Fabri’nin Beşiktaş’a olan transferinde büyük rol oynamıştınız. Fulham’da vazifeye başladığınız vakitte İspanyol kaleciyi çabucak kadroya transfer ettirdiniz. Ancak ikiniz içinde İngiltere macerası epey kısa sürdü. Bunun sebepleri neydi?
Evet, Fabri’nin Beşiktaş’a olan transferinde hissem var. Beşiktaş’ta iken kulüp kaleci arıyordu ve neredeyse 20 tane aday vardı. Ben de Fabri’yi önerdim. Lakin o Beşiktaş’a transfer olduğunda ben artık Türkiye’de değildim. Beşiktaş’taki kontratım bittikten bir yıl sonra da Fulham’da vazifeye başladım. Onlar da kaleci arıyordu. Ben tekrar Fabri’yi önerdim. Ancak Londra’da işler istediğim üzere gitmedi ve ben gruptan ayrıldım. Onunla birlikte Fulham’da yalnızca iki maça çıkabildik. Lakin büyük rol oynamaktan çok fikrimi söyledim, onlar da bana güvendi.

Türk futbolunu hala takip ediyor musunuz? Beğendiğiniz Türk kaleciler var mı?
Evet, takip ediyorum. Bilhassa Beşiktaş’ı yakından takip ediyorum. En son dün oynanan Galatasaray – Adana Demirspor maçını izledim lakin maç tamamlanamadı. Kaleci konusuna gelirsek, bence Türkiye’de çok çok güzel kaleciler var.
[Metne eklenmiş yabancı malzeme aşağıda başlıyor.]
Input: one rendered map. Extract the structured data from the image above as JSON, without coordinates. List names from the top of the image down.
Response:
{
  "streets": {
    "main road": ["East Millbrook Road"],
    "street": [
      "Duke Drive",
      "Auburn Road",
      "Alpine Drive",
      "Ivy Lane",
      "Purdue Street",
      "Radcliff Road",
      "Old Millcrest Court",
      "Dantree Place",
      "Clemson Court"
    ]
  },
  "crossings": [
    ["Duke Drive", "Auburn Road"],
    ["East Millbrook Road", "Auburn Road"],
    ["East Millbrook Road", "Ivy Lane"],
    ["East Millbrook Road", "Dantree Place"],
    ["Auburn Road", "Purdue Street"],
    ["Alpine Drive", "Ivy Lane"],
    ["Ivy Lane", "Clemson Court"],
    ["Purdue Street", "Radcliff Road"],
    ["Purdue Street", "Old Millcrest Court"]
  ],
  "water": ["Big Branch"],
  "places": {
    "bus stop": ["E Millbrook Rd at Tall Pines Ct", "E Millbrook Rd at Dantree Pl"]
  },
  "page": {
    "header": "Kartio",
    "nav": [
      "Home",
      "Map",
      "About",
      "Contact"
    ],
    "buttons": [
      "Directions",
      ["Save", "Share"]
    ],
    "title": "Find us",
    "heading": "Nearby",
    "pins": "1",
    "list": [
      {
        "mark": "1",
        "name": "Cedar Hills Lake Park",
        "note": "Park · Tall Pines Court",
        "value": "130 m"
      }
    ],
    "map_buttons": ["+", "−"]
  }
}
Benim vaktimde Tolga Varlıklı ve Volkan Demirel üzere çok yeterli kaleciler vardı. Lakin şu an ki kuşakta da çok uygun kaleciler var. Manchester United’ın kalecisi Altay Bayındır’ı, Trabzonspor’un kalecisi Uğurcan Çakır’ı örnek verebilirim.
Peki favoriniz kim?
Dürüst olmak gerekirse Altay Bayındır. Tertipli olarak 11’de yer almıyor lakin nitekim çok yeterli bir kaleci. Fenerbahçe’de iken de çok güzeldi. Onu ve oyun şeklini seviyorum.
Türkiye’ye ve Beşiktaş’a göndermek istediğiniz bir ileti var mı?
Türkiye’de ve Beşiktaş’ta geçirdiğim vakit mükemmeldi. İnanılmaz bir deneyimdi. Beşerler bana karşı çok düzgündü. Yalnızca her şey için teşekkür edebilirim. Birçok yerde çalıştım. İngiltere’de, Fransa’da, İspanya’da çalıştım. Ancak benim için en uygun yer her vakit Türkiye idi. Sahiden çok ancak çok memnundum.